Через несколько дней после Великой Октябрьской революции мне пришлось обратиться к нему с просьбой составить официальную [660] доверенность посольства, которое французское правительство продолжало считать представляющим Россию, с тем чтобы наложить арест на внесенные мною в филиалы русских банков в Париже суммы, остававшиеся беспредметными.

— Да разве вам неизвестно, что интегесы русских банков защищает ваш же бывший комиссар Рапп. Как же вы пойдете против него? — заявил мне Маклаков.— На мою поддержку тоже не рассчитывайте, так как интегесы наших частных банков, поймите, Алексей Алексеевич, догоже мне ваших госудагственных.

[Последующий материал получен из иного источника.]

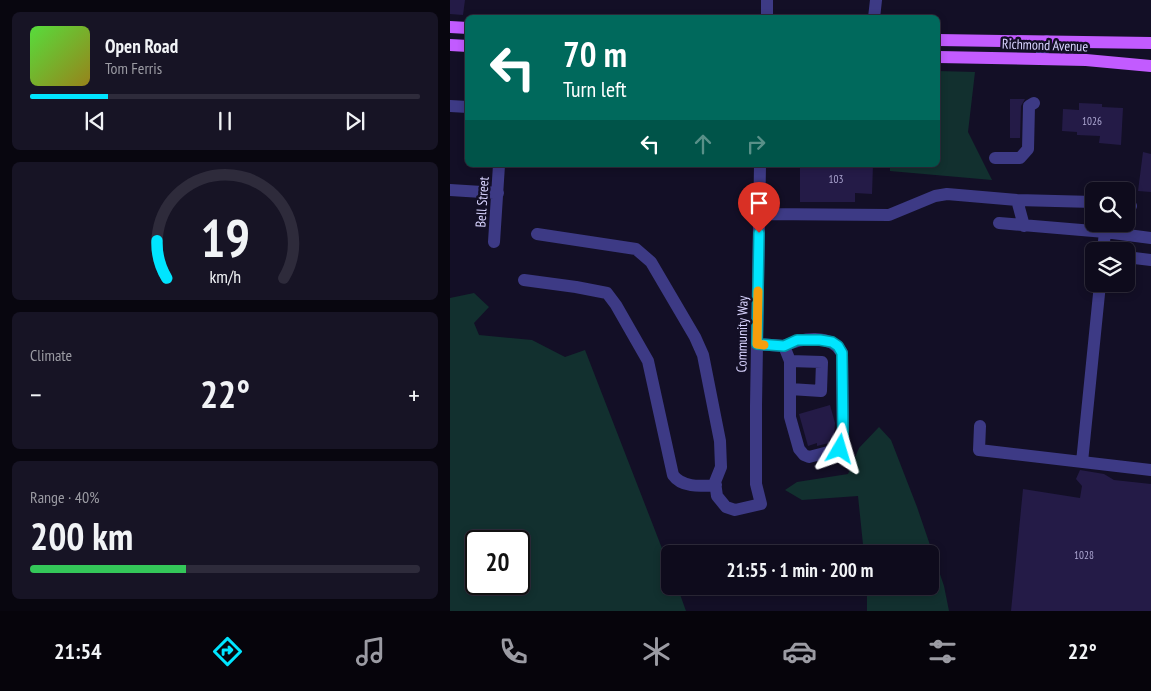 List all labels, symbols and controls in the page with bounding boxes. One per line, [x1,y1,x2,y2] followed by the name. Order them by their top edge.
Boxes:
[563,31,627,77] text: 70 m
[105,34,178,58] text: Open Road
[1002,34,1089,56] street label: Richmond Avenue
[480,35,545,100] icon: left
[105,58,162,78] text: Tom Ferris
[563,75,627,103] text: Turn left
[81,107,109,135] icon: previous
[211,107,239,135] icon: pause
[341,107,369,135] icon: next
[1082,114,1102,128] house number: 1026
[636,130,664,158] icon: left
[689,130,717,158] icon: ahead
[742,130,770,158] icon: right
[829,172,843,186] house number: 103
[471,176,493,228] street label: Bell Street
[738,182,780,233] pin
[1085,182,1135,292] map controls
[1085,182,1135,232] button: search
[745,189,773,217] icon: arrive
[200,204,250,271] text: 19
[1085,242,1135,292] button: layers
[209,265,241,288] text: km/h
[732,295,752,373] street label: Community Way
[30,345,72,365] text: Climate
[200,369,250,418] text: 22°
[30,376,42,413] text: −
[408,376,420,413] text: +
[813,422,865,474] position arrow
[30,487,99,507] text: Range · 40%
[30,511,133,560] text: 200 km
[465,530,530,595] speed limit sign: 20
[1074,548,1094,562] house number: 1028
[727,558,873,582] text: 21:55 · 1 min · 200 m
[210,634,245,669] icon: directions
[353,634,388,669] icon: music
[496,634,531,669] icon: phone
[639,634,674,669] icon: climate
[782,634,817,669] icon: car
[925,634,960,669] icon: filters
[54,637,102,665] text: 21:54
[1068,637,1097,665] text: 22° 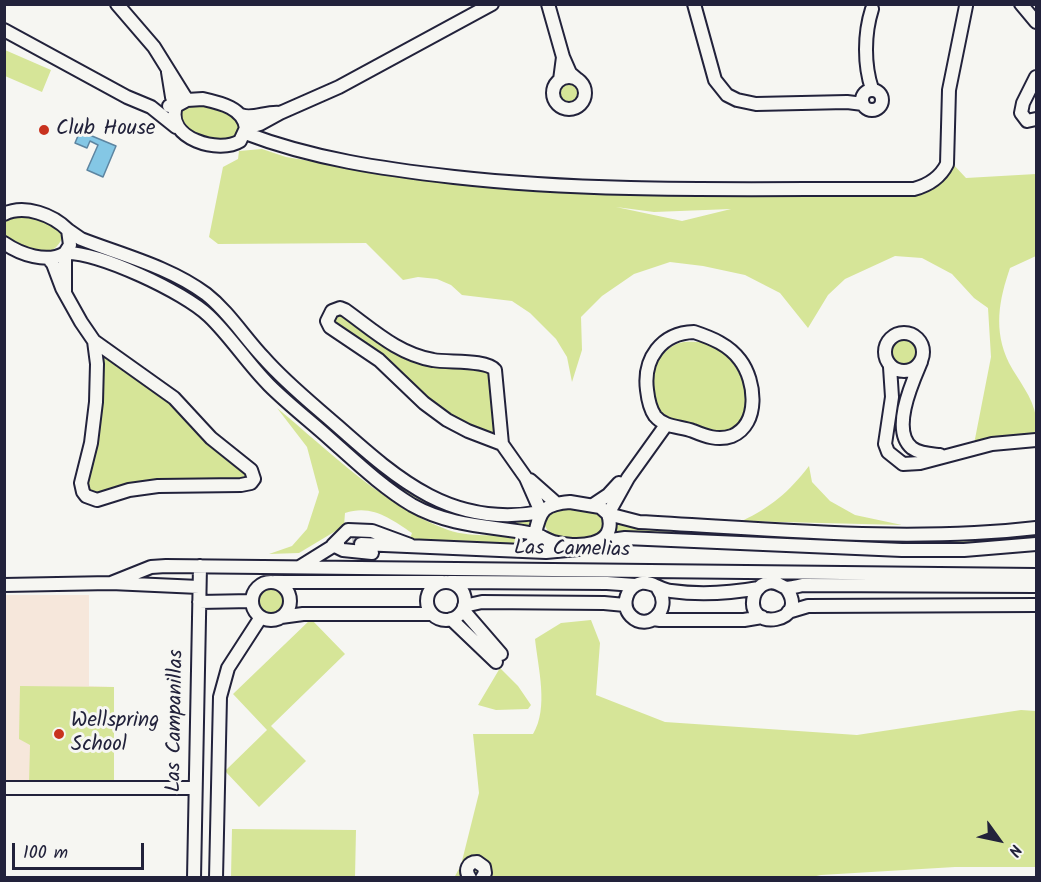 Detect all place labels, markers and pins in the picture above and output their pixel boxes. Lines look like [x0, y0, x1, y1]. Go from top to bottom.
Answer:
place label: Club House [56, 117, 155, 143]
marker: Club House [37, 123, 51, 137]
place label: Wellspring School [71, 709, 159, 759]
marker: Wellspring School [52, 727, 66, 741]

Отказ Маклакова выдать мне доверенность не помешал, впрочем, французскому суду принять к рассмотрению мое прошение признать вненные мною суммы — свыше пятидесяти миллионов франков — принадлежащими русскому государству и наложить на них арест.

Безуспешны были и попытки разорвать через Маклакова ту паутину закулисных интриг, которая опутывала меня в последние недели существования Временного правительства. С трудом удалось узнать, что они исходили, главным образом, из салона некоей русской госпожи Сталь, уже немолодой, но считавшейся интересной женщины, проявившей, между прочим, особое покровительство Занкевичу. Муж ее, парижский адвокат Сталь, о котором до революции я и не слыхивал, оказался видным «революционным» деятелем и получил при Временном правительстве должность чуть ли не прокурора правительствуюшего сената, когда-то высшей судебной инстанции России. Туда-то он и свез доклад о моих «преступлениях» гражданского и уголовного порядка.

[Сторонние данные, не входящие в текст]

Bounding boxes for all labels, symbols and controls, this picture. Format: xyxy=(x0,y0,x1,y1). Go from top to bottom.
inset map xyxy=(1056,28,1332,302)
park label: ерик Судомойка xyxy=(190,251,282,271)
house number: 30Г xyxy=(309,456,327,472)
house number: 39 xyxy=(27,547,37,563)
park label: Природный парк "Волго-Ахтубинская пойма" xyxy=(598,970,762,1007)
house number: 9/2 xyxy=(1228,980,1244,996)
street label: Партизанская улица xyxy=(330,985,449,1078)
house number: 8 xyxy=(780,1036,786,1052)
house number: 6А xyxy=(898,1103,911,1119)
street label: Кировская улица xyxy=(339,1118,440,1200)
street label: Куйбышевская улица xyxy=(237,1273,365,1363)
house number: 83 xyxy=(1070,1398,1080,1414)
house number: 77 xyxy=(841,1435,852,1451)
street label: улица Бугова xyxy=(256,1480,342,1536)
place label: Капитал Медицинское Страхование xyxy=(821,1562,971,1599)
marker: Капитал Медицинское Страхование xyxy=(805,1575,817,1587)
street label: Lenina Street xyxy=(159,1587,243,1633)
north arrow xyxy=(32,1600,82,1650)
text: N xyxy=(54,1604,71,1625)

— Да, я хорошо знаю Сталя. Это мой лучший дгуг,— заявил мне Маклаков.— Но он — известный подлец, а потому не стоит обгащать на него внимание. Добиться пгавды все равно не удастся.

Моя вера в возмездие всем подобным сеятелям лжи и клеветы не представляла, конечно, никакого интереса для таких по-ихнему здравомыслящих людей, как Маклаков. Они долго не могли поверить, что я-то твердо уповаю найти, наконец, справедливость на путях новой революции, и, вероятно, смотрели на меня просто как на упрямого, несговорчивого служаку.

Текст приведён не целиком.